_SUPPLIED INFORMATION_
——————————
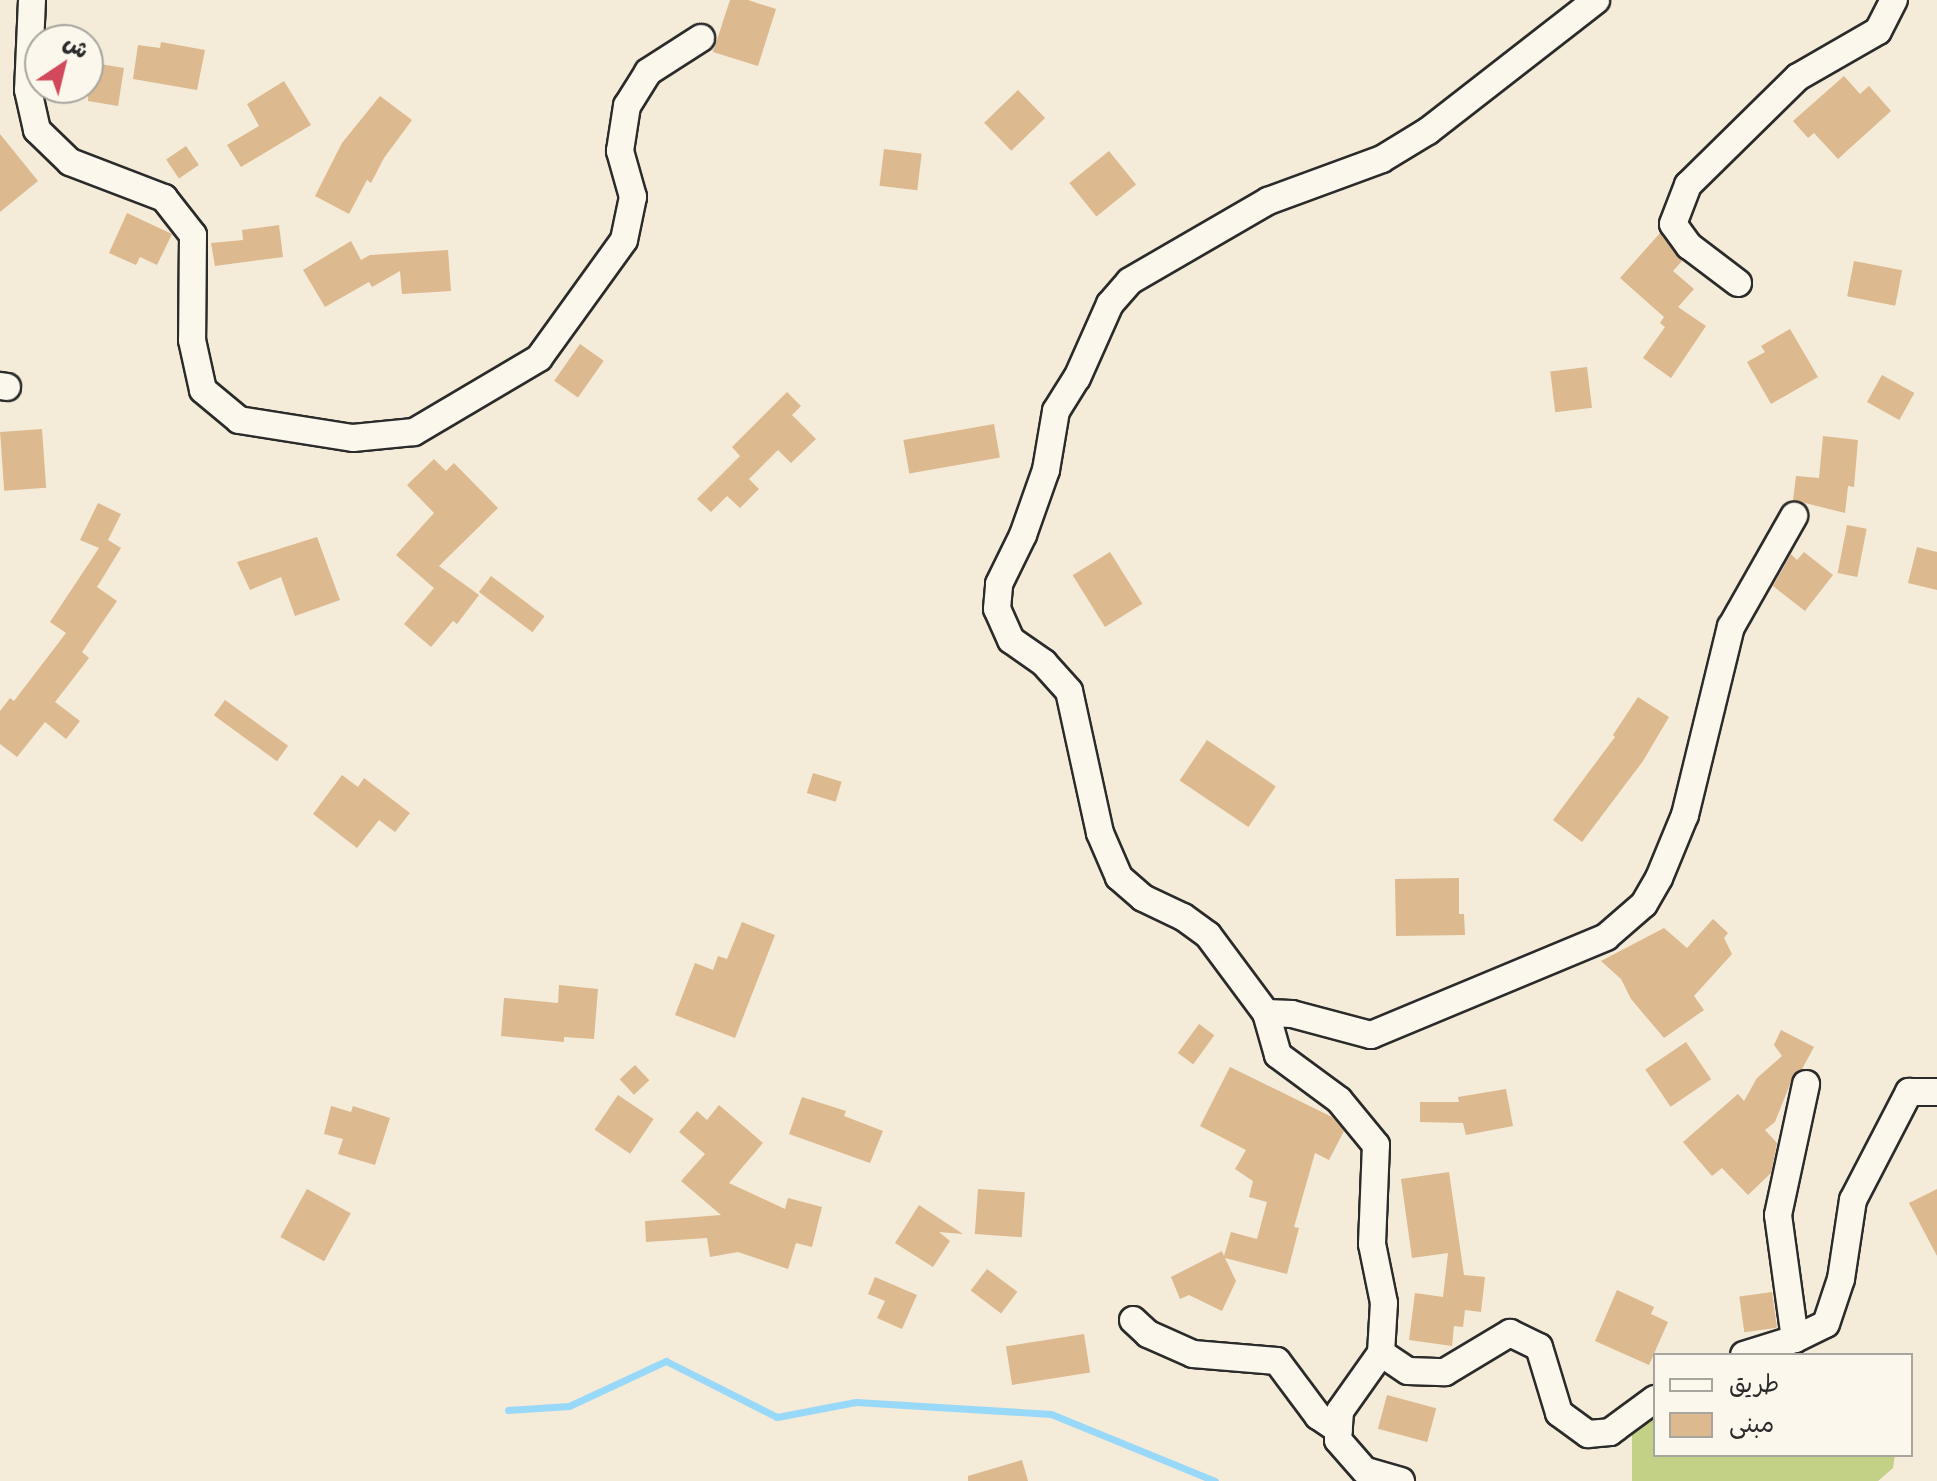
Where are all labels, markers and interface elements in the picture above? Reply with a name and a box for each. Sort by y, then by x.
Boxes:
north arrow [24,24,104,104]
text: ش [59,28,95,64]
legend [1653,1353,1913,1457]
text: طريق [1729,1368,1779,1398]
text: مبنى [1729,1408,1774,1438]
——————————
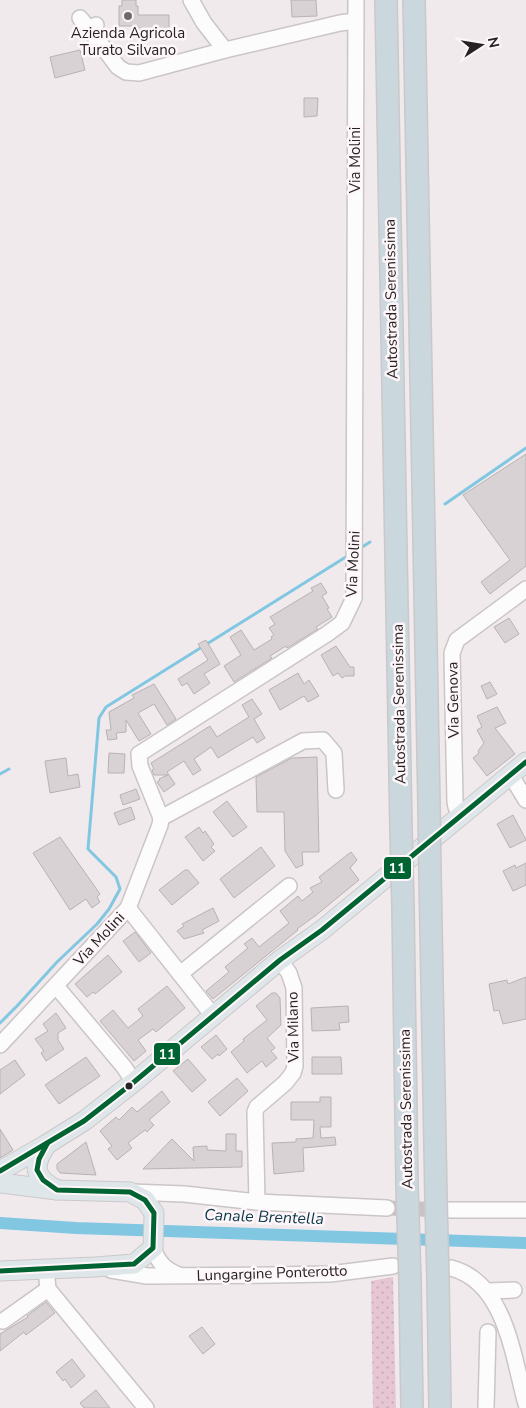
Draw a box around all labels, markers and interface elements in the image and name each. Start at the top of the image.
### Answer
——————————
_THE PROBLEM_
Retrieve all lines from the data that contain the string "markers".

_TASK RESULT_
Where are all labels, markers and interface elements in the picture above? Reply with a name and a box for each. Sort by y, then by x.
Draw a box around all labels, markers and interface elements in the image and name each. Start at the top of the image.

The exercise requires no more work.